What you will do. Each line of the entries below that holds "compass" is needed, copied in full.

Available data.
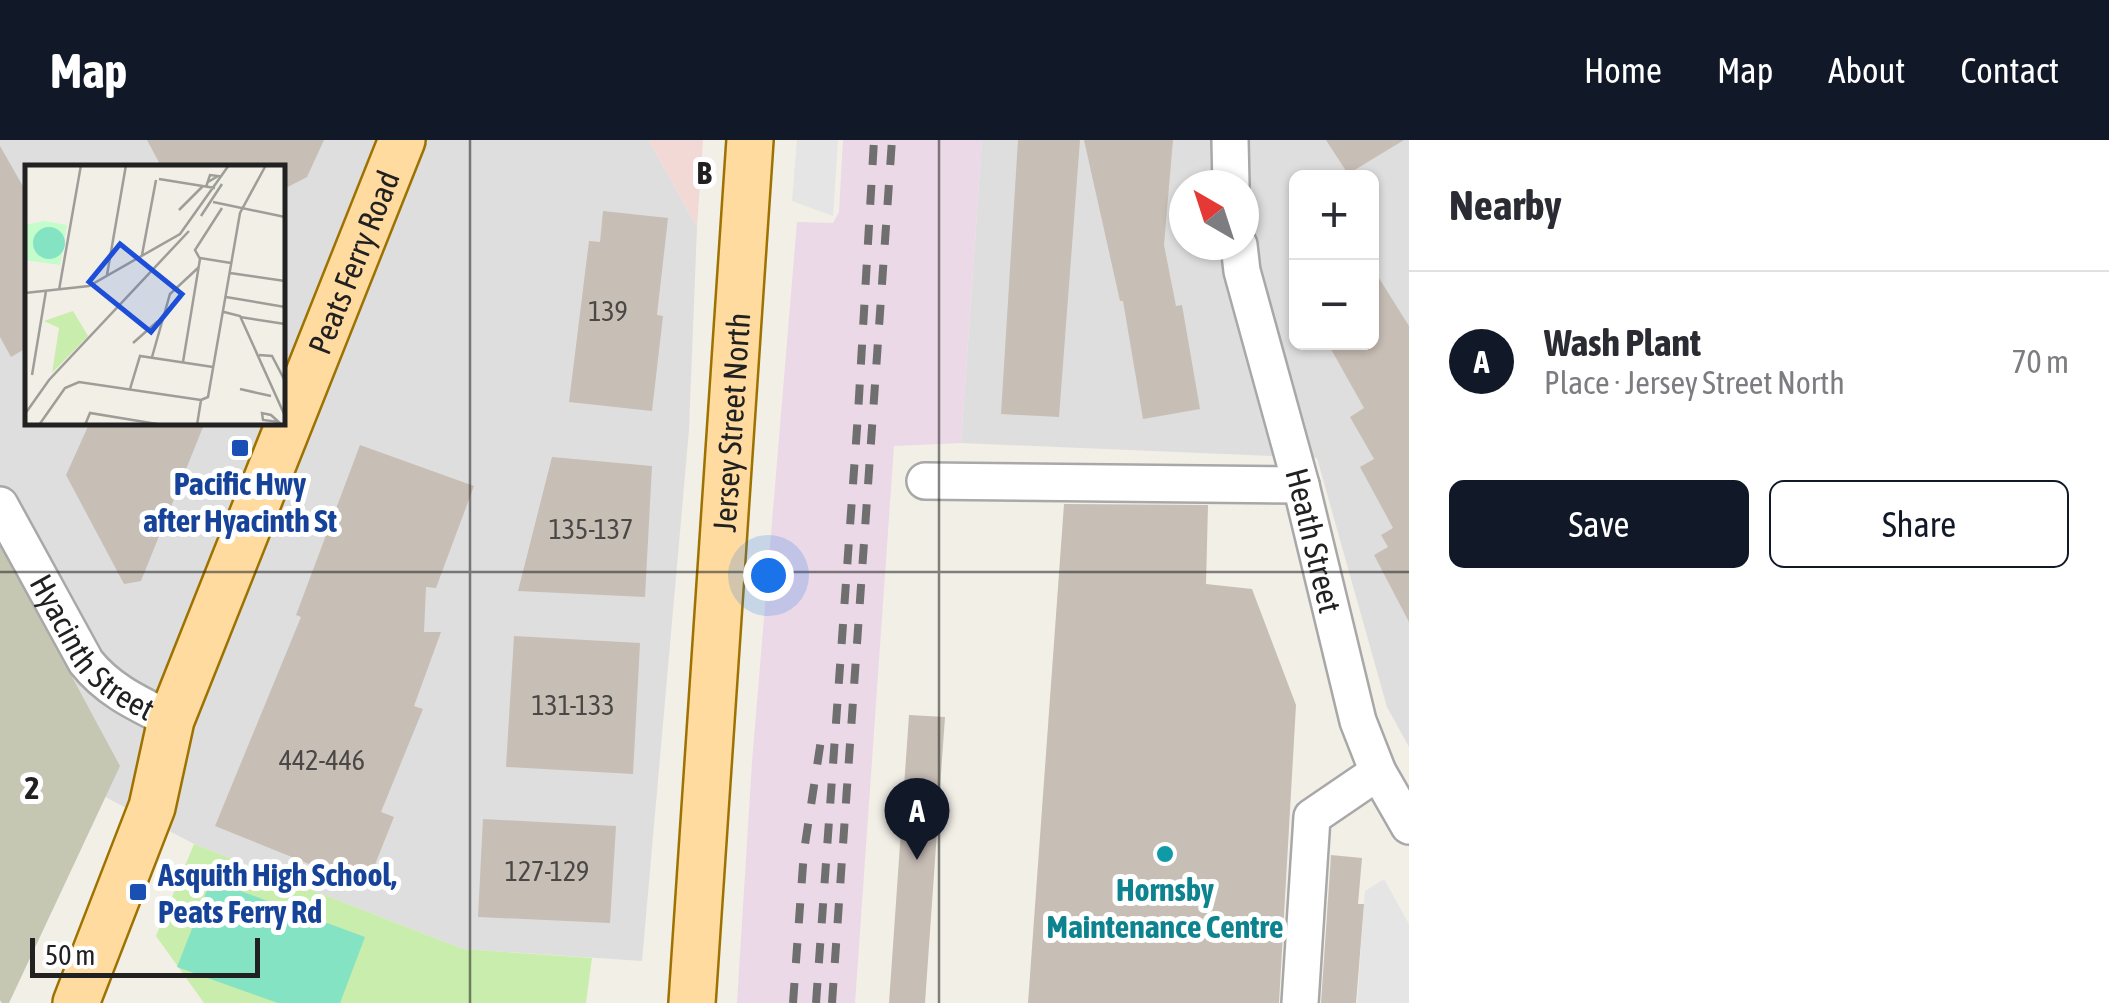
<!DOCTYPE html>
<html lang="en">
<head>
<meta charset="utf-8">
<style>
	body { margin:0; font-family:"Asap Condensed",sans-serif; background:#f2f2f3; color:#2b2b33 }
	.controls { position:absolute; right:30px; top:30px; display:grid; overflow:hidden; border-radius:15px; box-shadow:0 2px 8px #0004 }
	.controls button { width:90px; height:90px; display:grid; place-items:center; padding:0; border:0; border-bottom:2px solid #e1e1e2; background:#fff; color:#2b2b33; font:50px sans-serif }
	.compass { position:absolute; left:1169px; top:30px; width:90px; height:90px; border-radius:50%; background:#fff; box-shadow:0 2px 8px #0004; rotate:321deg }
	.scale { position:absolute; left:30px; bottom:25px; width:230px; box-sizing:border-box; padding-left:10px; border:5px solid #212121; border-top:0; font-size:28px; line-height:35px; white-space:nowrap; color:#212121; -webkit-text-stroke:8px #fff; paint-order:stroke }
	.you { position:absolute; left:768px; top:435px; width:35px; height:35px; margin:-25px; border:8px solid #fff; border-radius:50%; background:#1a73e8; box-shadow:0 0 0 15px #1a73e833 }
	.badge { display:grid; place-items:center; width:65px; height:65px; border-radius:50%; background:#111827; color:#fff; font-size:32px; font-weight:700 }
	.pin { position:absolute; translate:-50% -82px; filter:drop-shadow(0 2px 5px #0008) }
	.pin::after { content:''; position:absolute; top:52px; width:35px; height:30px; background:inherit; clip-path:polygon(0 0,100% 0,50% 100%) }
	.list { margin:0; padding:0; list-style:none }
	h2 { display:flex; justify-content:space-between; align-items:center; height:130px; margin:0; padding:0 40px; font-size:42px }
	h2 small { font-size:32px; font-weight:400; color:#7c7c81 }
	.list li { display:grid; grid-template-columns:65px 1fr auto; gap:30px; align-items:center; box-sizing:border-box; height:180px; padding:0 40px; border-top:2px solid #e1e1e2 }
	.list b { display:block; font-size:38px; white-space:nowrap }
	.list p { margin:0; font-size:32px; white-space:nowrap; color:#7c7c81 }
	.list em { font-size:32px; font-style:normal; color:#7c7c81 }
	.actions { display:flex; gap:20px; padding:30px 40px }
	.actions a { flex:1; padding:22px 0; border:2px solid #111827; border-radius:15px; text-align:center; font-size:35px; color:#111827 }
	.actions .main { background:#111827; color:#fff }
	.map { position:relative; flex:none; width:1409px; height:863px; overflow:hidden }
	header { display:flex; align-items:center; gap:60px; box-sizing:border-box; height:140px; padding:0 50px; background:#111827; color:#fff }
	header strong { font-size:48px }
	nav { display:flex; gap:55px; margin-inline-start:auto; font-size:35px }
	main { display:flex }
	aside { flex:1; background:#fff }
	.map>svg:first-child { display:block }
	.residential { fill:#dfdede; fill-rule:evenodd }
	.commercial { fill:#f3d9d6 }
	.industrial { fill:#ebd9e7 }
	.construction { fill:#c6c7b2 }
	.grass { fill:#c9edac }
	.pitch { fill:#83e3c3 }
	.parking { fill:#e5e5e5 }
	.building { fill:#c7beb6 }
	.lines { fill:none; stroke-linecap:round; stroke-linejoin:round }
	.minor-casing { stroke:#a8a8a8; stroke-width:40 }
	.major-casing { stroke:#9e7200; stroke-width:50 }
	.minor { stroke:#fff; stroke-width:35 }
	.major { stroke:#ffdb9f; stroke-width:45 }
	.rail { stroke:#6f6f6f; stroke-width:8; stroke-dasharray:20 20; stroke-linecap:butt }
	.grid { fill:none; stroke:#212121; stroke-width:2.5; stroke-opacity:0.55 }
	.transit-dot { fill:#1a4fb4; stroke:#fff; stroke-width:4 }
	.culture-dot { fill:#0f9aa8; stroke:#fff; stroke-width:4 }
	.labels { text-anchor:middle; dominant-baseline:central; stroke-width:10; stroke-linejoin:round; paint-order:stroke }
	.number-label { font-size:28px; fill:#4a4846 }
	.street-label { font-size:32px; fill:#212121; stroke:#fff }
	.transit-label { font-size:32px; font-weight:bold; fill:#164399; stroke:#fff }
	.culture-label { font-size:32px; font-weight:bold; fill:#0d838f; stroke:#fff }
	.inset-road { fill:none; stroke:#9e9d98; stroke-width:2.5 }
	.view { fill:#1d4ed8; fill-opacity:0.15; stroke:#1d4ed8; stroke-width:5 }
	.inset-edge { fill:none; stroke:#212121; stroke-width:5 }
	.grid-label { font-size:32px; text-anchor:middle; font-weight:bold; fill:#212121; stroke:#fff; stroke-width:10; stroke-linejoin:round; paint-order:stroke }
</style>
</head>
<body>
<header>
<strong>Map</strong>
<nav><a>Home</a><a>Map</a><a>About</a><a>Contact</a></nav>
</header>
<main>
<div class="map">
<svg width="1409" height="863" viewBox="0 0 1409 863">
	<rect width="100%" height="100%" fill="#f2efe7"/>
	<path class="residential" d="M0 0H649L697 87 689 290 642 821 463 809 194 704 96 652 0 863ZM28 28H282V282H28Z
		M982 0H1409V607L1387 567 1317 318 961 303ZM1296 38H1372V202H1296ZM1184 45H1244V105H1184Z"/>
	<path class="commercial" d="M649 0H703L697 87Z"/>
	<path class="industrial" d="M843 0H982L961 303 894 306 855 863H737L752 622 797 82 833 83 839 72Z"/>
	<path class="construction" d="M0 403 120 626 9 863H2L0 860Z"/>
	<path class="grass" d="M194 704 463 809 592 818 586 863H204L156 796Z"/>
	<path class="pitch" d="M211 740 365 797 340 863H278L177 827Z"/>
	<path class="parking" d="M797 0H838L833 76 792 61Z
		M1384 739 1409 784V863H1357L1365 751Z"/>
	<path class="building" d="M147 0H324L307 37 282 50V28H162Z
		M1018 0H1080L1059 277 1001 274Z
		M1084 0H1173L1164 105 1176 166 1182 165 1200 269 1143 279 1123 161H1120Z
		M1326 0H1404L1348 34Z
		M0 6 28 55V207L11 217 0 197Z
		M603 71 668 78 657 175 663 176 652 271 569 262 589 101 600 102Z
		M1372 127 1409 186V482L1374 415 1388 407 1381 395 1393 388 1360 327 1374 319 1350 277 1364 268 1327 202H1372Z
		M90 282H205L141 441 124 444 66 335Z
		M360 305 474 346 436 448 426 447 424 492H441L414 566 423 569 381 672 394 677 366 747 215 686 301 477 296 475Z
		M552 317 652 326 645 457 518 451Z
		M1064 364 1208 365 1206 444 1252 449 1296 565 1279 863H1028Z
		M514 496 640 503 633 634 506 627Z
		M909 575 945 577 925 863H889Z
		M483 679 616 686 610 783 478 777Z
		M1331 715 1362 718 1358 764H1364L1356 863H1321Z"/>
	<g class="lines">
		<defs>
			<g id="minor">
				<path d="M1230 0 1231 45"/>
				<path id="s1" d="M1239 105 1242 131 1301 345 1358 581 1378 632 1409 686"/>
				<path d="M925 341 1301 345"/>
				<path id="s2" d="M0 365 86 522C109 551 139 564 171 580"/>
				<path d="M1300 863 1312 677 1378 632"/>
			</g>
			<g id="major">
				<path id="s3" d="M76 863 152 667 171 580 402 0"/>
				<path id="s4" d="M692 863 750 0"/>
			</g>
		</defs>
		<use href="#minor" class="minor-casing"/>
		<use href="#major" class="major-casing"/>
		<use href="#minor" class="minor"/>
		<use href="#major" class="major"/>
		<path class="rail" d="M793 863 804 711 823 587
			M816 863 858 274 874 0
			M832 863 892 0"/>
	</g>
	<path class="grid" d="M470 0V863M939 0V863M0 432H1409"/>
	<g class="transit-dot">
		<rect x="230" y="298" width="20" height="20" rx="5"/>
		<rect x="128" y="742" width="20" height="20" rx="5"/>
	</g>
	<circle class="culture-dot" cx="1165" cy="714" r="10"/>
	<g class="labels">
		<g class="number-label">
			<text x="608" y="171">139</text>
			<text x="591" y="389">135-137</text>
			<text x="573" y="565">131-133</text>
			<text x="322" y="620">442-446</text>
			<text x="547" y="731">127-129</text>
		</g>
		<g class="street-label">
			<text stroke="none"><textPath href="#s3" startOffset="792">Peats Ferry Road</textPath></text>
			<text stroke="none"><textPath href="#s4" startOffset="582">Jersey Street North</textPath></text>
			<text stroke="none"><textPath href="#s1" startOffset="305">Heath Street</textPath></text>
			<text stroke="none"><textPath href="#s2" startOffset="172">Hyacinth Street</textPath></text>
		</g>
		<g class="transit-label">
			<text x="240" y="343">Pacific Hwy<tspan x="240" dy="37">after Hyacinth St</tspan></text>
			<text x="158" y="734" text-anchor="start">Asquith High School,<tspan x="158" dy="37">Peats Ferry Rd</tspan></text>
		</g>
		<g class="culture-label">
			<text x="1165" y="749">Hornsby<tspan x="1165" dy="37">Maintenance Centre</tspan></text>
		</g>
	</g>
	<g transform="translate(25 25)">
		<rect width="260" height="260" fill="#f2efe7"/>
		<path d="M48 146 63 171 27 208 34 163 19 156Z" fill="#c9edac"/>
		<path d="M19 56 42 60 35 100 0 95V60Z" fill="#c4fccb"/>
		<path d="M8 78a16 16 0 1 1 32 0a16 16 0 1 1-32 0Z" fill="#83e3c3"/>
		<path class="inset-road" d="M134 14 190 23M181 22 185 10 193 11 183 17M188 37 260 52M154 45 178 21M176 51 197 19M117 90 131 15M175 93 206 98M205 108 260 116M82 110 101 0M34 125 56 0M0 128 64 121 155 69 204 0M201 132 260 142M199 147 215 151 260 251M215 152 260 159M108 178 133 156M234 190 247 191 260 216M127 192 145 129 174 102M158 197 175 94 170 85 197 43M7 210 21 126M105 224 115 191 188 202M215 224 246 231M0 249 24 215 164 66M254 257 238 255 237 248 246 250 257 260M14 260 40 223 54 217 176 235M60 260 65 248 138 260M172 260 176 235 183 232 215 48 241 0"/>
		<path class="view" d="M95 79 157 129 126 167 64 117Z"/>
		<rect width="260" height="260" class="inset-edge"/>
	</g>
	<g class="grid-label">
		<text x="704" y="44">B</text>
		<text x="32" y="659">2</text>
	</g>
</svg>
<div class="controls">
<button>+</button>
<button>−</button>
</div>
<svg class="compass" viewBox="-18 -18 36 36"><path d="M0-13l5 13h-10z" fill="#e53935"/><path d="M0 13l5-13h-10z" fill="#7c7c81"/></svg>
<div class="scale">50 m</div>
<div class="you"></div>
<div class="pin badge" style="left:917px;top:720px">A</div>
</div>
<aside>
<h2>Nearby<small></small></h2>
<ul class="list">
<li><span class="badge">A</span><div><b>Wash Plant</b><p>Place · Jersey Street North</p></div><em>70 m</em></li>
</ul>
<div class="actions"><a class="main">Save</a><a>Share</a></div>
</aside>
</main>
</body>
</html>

Written response.
	.compass { position:absolute; left:1169px; top:30px; width:90px; height:90px; border-radius:50%; background:#fff; box-shadow:0 2px 8px #0004; rotate:321deg }
<svg class="compass" viewBox="-18 -18 36 36"><path d="M0-13l5 13h-10z" fill="#e53935"/><path d="M0 13l5-13h-10z" fill="#7c7c81"/></svg>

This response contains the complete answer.